Both of these result in token that can then be consumed by the parser src/Libraries/Text/Parser
.
2. libs/contrib/Text/Parser
Copy of src/Libraries/Text/Parser
, made available to other packages via contrib. This is duplicated because idris2 does not want to have a dependency on contrib. It can also get out of sync with src/Libraries/Text/Parser
3. libs/contrib/Data/String/Parser
Simple parser combinator library, doesn’t have a lexer. To see this in use check its tests here
4. src/Parser
Uses src/Libraries/Text/Parser
module to write a collection of smaller parsers to be used by idris2 when parsing idris2 source code. Running grep -r Rule src/Parser
shows that most of the parsers here return basic Types rather than PTerm:
src/Parser/Rule/Source.idr:constant : Rule Constant
src/Parser/Rule/Source.idr:intLit : Rule Integer
src/Parser/Rule/Source.idr:onOffLit : Rule Bool
src/Parser/Rule/Source.idr:strLit : Rule String
src/Parser/Rule/Source.idr:symbol : String -> Rule ()
src/Parser/Rule/Source.idr:keyword : String -> Rule ()
...
5. src/Idris/Parser.idr
Uses the parses in src/Parser
to parse to something like an idris2 AST? Also not sure on this, but these parsers match higher level idris2 constructs:
$ grep -r Rule src/Parser
src/Idris/Parser.idr:recordConstructor : OriginDesc -> Rule Name
src/Idris/Parser.idr:ifaceDecl : OriginDesc -> IndentInfo -> Rule PDecl
src/Idris/Parser.idr:implDecl : OriginDesc -> IndentInfo -> Rule PDecl
src/Idris/Parser.idr:fieldDecl : OriginDesc -> IndentInfo -> Rule (List PField)
src/Idris/Parser.idr:typedArg : OriginDesc -> IndentInfo -> Rule (List (Name, RigCount, PiInfo PTerm, PTerm))
src/Idris/Parser.idr:recordParam : OriginDesc -> IndentInfo -> Rule (List (Name, RigCount, PiInfo PTerm, PTerm))
src/Idris/Parser.idr:recordDecl : OriginDesc -> IndentInfo -> Rule PDecl
src/Idris/Parser.idr:directiveDecl : OriginDesc -> IndentInfo -> Rule PDecl
src/Idris/Parser.idr:import_ : OriginDesc -> IndentInfo -> Rule Import
...
6. src/Idris/Parser/
Surprise! This module only contains one file src/Idris/Parser/Let.idr
, which just parses let
declarations.
7. src/Idris/IDEMode/Parser.idr
I think this is used to parse the protocol that the IDE mode uses idris2 uses to communicate with editors.
8. src/TTImp/Parser.idr
This is to parse the textual representation of TTImp. This is for use when you’re writing your own frontend for idris2. Say for example you want to write your own language that will use idris2’s elaborator/type checker.

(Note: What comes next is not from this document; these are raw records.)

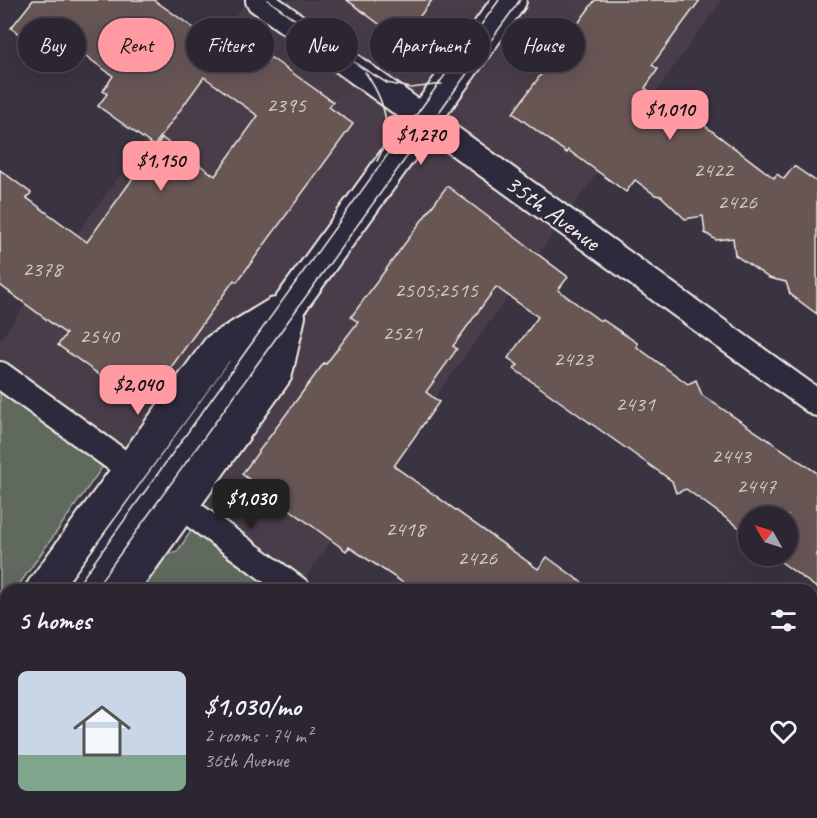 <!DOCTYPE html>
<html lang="en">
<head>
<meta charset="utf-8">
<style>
	body { margin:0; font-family:Caveat,sans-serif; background:#38323e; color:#f1f3f6; height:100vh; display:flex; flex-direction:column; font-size:22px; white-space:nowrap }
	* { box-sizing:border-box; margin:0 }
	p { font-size:20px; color:#a6a5ac }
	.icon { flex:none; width:33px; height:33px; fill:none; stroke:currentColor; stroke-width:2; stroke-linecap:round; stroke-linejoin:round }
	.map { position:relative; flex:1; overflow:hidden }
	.panel { position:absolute; left:0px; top:584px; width:818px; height:236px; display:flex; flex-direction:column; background:#2c2632; border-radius:18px 18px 0 0; box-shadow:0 6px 24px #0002,0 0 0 2px #48434d }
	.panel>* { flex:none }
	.guide { position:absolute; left:18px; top:18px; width:782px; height:54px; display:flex; gap:12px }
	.needle { width:39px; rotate:309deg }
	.fabs { position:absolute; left:738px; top:506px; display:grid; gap:12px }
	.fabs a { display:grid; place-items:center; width:60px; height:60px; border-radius:50%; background:#2c2632; box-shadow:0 6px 24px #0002,0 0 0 2px #48434d; font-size:30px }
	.price { position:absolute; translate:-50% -51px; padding:0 14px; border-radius:12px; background:#ff9aa2; color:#111; font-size:20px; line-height:39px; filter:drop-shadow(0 2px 3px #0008) }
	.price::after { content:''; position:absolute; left:50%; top:36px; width:18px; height:14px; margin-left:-9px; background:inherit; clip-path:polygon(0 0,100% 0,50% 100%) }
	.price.active { background:#222; color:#fff }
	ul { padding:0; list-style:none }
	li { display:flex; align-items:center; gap:18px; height:150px; padding:0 18px }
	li+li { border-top:2px solid #48434d }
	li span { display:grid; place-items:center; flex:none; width:168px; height:120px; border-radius:9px; color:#555 }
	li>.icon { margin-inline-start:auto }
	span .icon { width:72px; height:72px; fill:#fffc; stroke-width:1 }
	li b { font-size:26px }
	h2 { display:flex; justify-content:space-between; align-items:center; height:72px; padding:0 18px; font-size:26px }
	.chip { padding:0 21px; border-radius:27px; background:#2c2632; box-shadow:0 6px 24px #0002,0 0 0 2px #48434d; font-size:21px; line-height:54px }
	.chip.active { background:#ff9aa2; color:#111 }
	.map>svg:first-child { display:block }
	.built { fill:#483e48 }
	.green { fill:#61695d; stroke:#aaada2; stroke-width:1.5 }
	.building { fill:#675755; stroke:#f4f1e8; stroke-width:1.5 }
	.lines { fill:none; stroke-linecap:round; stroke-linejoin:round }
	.minor-casing { stroke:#f4f1e8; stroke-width:30 }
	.tertiary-casing { stroke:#f4f1e8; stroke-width:36 }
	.secondary-casing { stroke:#f4f1e8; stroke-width:38 }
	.minor { stroke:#2f2a3d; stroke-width:26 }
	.tertiary { stroke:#2f2a3d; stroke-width:32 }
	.secondary { stroke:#2f2a3d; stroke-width:33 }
	.tram { stroke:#f4f1e8; stroke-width:1.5 }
	.labels { text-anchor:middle; stroke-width:4.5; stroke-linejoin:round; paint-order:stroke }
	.number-label { font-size:22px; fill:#d1cac3 }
	.street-label { font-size:26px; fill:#f4f1e8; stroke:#2f2a3d }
</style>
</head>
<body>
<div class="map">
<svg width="817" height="818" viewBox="0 0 817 818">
	<rect width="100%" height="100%" fill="#3a3342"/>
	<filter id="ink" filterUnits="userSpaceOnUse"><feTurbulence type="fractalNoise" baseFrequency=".0167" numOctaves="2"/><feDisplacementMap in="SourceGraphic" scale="12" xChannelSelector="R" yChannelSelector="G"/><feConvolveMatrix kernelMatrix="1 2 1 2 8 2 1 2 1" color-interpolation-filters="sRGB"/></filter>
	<g filter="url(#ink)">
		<path class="built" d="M247,0H722L297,589L0,375V340Z"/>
		<path class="green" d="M0,375L111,455L16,589L6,590V603L0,611Z
			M199,519L297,590H142L164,555L177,552Z
			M6,789V813H160L167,818H0V797Z
			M273,813H607L614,818H280Z"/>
		<path class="building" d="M33,0H154L236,58L245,46L267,62L270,57L333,102L329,107L353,124L237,282L234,280L143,406L58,345L66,334L0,285V170L31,193L27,198L87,242L162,138L215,176L258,116L204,77L154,146L98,106L107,94L103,91L113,76L54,33L42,51L11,28Z
			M347,0H432L408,32L394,35Z
			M595,0H700L652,65L658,69L645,88L697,126L700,122L774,178L777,174L784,179L794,166L817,182V314L790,294L786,282L769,278L735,255L733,238L716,240L705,233L703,216L685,219L661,196L655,195L635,180L626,192L568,150L567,153L513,113Z
			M447,186L568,277L558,290L599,320H603L637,343V347L688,384L696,380L702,395L817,473V588L773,556L788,555V516H748V534L686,489L676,493L672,481L514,369L518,365L508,358L538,317L496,287L453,346L457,349L426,392L439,402L394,466L538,569L547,557L592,590H414L349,547L346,551L242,474L324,363L326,364L358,322L351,317Z"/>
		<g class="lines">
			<g class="minor-casing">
				<path id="minor" d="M259,0L817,403
					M0,375L130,469
					M180,505L297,590
					M606,813L613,818"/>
			</g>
			<g class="tertiary-casing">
				<path id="tertiary" d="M42,590L218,349L276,314
					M84,590L510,0
					M121,590L276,373L289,316
					M0,648L6,640
					M0,763L6,755"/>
			</g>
			<g class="secondary-casing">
				<path id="secondary" d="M0,616L6,620
					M0,697L6,702
					M160,813L167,818
					M273,813L280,818"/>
			</g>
			<use href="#minor" class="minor"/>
			<use href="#tertiary" class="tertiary"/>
			<use href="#secondary" class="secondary"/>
			<path class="tram" d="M268,0L361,67L387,83L411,88L442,84
				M365,72C384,99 395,130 377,161
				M74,590L499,0
				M94,590L520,0
				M0,691L6,683
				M0,720L6,712"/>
		</g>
	</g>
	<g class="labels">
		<g class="number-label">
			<text x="286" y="112">2395</text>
			<text x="713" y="177">2422</text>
			<text x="737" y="209">2426</text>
			<text x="42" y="276">2378</text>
			<text x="436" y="297">2505;2515</text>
			<text x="402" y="340">2521</text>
			<text x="99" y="343">2540</text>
			<text x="573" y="366">2423</text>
			<text x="635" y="411">2431</text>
			<text x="731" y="463">2443</text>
			<text x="756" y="493">2447</text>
			<text x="405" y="536">2418</text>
			<text x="477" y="565">2426</text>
		</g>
		<g class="street-label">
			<text transform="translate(553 212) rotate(36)" y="9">35th Avenue</text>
		</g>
	</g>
</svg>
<div class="fabs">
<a><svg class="needle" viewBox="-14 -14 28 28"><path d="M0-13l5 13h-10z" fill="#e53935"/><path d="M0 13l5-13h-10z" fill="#a6a5ac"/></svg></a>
</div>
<b class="price" style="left:670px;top:141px">$1,010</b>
<b class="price" style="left:421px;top:166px">$1,270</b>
<b class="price" style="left:161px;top:192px">$1,150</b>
<b class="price" style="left:138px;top:416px">$2,040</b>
<b class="price active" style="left:251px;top:530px">$1,030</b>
<div class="guide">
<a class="chip">Buy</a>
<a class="chip active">Rent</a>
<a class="chip">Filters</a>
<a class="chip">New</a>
<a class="chip">Apartment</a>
<a class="chip">House</a>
</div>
<section class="panel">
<h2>5 homes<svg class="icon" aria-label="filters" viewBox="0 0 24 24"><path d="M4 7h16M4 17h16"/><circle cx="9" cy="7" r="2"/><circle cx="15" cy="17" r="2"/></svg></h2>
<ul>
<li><span style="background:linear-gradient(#c9d6e8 70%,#7fa58c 0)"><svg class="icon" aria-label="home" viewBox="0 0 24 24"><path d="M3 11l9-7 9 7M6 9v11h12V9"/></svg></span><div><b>$1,030/mo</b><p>2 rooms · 74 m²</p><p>36th Avenue</p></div><svg class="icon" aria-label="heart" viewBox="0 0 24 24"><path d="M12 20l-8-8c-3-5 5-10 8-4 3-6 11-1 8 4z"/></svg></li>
</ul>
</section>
</div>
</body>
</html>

You can parse your source code in whatever language you want, eg Haskell, then produce a text file of TTImp. idris2 can then read that TTImp text file, parse it with src/TTImp/Parser.idr
, and then elaborate it. Thanks to @gallais on the Idris2 discord for explaining this.

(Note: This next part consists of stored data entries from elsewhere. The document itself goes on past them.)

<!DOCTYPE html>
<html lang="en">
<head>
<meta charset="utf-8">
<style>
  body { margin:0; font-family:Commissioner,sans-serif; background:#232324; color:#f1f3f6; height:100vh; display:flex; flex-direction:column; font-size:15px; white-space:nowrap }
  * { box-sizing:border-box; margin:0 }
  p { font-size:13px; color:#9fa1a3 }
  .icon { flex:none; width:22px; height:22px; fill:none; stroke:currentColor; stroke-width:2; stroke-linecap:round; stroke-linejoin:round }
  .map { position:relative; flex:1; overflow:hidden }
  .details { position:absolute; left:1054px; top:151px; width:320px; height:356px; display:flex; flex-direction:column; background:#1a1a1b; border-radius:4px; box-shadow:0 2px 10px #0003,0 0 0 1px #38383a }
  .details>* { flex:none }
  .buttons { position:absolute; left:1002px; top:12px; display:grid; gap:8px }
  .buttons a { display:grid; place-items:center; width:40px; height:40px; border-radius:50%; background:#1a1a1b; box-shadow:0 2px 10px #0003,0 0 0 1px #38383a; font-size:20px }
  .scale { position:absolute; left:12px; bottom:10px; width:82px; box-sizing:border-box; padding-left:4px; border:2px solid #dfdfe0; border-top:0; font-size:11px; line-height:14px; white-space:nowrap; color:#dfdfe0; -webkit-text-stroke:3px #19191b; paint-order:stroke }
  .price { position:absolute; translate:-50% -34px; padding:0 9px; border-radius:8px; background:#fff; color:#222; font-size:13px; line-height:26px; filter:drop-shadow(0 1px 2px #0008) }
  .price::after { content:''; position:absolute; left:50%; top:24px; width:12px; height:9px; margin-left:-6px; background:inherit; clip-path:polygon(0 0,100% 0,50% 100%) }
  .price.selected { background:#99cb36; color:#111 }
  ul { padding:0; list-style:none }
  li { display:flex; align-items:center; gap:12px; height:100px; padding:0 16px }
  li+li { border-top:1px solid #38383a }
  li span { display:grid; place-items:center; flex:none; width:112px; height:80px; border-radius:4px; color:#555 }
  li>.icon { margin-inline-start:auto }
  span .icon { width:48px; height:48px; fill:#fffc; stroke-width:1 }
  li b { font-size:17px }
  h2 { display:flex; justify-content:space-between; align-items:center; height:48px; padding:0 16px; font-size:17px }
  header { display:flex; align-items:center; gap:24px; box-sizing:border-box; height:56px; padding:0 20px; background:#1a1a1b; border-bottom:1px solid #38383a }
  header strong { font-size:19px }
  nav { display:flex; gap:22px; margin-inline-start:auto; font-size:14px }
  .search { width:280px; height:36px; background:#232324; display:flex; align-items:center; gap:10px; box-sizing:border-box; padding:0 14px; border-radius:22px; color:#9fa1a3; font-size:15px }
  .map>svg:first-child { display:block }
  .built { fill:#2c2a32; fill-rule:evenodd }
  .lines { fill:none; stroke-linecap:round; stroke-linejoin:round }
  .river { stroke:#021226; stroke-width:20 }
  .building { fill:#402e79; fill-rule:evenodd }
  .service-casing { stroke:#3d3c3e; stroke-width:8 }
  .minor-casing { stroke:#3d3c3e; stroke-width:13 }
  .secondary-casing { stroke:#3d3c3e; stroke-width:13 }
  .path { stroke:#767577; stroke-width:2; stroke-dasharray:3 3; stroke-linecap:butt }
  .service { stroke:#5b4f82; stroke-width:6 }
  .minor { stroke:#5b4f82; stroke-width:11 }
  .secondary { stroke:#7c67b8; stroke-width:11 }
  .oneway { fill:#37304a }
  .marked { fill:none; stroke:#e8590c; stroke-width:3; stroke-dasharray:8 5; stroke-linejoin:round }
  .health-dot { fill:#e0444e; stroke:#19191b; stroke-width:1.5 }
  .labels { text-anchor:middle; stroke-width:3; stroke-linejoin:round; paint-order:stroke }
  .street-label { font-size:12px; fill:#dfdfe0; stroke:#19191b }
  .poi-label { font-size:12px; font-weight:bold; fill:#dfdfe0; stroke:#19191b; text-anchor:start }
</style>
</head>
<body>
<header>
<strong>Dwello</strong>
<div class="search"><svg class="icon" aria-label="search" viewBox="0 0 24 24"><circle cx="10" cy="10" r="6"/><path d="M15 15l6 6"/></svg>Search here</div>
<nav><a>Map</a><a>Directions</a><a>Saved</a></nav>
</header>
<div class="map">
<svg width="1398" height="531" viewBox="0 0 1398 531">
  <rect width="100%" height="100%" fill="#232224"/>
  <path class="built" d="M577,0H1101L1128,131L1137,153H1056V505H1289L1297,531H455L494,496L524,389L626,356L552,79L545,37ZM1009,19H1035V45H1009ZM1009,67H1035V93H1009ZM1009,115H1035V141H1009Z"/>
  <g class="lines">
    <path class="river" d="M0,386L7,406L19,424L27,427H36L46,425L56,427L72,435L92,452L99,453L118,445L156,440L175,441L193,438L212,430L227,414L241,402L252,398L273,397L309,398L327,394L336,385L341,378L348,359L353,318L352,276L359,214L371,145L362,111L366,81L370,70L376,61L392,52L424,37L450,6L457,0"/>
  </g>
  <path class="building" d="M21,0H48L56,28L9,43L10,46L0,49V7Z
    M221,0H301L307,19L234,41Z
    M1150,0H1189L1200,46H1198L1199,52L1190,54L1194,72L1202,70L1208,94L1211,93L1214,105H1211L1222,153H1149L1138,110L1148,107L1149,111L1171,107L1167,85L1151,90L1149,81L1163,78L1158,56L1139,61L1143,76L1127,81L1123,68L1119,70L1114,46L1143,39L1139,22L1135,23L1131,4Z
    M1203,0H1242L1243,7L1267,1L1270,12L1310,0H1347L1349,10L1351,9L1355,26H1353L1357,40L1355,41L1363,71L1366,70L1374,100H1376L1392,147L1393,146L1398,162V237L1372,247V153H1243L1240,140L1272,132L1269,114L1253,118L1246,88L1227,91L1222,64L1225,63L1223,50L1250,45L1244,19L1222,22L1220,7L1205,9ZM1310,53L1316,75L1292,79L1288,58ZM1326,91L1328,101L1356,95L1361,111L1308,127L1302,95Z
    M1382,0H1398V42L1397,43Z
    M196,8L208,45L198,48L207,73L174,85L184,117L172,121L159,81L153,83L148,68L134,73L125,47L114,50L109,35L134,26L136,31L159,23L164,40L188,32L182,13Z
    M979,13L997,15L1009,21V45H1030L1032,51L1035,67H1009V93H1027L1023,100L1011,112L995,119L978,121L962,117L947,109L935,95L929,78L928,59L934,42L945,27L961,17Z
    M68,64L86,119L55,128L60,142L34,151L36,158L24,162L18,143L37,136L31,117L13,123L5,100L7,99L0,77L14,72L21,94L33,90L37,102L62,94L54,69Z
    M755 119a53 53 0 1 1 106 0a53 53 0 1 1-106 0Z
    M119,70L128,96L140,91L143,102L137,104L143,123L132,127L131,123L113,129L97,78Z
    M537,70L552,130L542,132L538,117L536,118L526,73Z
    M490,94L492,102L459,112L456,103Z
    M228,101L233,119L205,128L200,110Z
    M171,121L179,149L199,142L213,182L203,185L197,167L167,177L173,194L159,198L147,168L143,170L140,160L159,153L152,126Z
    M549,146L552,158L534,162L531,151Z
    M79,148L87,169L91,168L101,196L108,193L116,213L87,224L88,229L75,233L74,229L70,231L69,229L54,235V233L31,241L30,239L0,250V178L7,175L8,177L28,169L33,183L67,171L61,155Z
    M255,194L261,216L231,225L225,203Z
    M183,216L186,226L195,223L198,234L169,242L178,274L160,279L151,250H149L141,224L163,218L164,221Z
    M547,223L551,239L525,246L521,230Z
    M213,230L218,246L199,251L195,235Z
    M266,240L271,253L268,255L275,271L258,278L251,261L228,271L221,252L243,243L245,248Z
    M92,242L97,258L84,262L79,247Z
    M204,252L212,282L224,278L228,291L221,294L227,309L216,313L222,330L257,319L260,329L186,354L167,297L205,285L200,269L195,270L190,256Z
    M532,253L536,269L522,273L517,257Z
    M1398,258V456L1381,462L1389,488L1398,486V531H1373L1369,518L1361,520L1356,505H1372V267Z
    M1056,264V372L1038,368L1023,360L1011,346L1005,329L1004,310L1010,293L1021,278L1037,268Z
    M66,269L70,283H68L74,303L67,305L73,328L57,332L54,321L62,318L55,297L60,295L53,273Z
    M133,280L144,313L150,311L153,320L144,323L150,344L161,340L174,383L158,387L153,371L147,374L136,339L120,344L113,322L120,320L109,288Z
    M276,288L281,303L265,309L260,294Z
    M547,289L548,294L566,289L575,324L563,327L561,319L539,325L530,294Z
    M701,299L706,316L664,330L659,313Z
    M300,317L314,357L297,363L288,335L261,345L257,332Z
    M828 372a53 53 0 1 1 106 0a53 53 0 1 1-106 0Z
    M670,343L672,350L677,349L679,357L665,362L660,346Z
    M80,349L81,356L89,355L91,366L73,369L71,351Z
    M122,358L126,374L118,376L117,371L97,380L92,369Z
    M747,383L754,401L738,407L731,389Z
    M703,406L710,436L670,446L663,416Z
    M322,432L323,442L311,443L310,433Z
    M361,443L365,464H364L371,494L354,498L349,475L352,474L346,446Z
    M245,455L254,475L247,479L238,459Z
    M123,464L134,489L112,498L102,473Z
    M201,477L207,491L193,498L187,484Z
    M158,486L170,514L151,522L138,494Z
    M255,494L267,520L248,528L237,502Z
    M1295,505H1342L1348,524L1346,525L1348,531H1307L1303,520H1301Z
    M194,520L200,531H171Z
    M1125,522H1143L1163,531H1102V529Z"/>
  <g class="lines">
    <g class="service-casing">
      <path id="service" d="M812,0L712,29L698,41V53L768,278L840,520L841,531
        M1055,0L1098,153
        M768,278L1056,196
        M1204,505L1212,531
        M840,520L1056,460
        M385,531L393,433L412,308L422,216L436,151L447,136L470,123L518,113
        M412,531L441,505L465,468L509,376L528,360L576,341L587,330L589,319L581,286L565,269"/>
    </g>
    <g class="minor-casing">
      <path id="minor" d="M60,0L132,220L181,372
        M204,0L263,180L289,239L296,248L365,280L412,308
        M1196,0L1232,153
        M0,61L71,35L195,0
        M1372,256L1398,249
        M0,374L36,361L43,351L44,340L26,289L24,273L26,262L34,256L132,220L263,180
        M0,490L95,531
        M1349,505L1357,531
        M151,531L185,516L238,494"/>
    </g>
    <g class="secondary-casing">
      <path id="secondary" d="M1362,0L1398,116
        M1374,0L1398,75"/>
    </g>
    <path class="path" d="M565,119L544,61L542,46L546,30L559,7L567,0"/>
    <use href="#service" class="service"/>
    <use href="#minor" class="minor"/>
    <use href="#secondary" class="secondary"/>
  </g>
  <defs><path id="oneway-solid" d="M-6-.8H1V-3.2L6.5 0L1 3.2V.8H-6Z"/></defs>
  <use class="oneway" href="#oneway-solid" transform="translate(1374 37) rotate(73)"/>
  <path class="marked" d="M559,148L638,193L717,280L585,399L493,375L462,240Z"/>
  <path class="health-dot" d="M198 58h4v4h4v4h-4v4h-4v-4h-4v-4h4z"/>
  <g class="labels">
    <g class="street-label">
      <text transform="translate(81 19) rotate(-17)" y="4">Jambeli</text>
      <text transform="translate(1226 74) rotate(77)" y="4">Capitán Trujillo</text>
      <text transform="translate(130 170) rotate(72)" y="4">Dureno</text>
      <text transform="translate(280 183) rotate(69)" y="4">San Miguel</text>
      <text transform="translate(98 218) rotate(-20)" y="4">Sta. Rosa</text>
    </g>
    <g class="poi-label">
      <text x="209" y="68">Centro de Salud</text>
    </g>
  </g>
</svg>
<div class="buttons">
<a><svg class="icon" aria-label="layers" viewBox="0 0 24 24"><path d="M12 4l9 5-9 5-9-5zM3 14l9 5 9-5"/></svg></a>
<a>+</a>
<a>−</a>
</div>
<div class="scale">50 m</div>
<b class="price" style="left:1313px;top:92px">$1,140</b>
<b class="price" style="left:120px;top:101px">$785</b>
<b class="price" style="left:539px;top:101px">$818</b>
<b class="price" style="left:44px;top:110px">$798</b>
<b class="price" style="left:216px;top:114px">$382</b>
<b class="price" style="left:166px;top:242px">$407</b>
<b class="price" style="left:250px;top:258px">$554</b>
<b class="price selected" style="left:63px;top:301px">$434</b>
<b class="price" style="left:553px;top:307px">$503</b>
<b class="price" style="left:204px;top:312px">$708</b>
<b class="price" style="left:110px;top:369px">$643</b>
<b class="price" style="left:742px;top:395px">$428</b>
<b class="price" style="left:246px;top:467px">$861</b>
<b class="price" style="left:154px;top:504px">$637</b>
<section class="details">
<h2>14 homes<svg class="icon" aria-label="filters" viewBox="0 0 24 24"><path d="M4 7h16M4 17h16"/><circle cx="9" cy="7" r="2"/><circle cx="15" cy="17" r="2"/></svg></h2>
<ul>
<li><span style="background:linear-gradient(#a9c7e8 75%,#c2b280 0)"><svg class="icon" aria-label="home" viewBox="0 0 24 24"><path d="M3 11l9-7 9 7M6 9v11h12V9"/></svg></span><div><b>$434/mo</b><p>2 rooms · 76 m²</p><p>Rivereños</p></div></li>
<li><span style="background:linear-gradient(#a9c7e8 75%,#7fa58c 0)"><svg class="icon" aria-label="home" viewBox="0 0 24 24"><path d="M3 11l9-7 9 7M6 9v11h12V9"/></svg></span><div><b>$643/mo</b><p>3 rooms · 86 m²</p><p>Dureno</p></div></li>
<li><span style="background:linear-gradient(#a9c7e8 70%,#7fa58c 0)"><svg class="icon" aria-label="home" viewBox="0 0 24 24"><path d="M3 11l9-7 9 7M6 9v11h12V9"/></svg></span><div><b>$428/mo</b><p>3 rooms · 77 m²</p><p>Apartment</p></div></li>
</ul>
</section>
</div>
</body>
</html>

9. libs/contrib/Language/JSON/Parser.idr
A JSON parser. Uses libs/contrib/Text/Parser
if you need a more simple example of the src/Libraries/Text/Parser
module in action.
Conclusion
That’s what I found, hope it’s usefult to someone! If you find any mistakes or important omissions, feel free to open an issue or PR at this blog’s repo.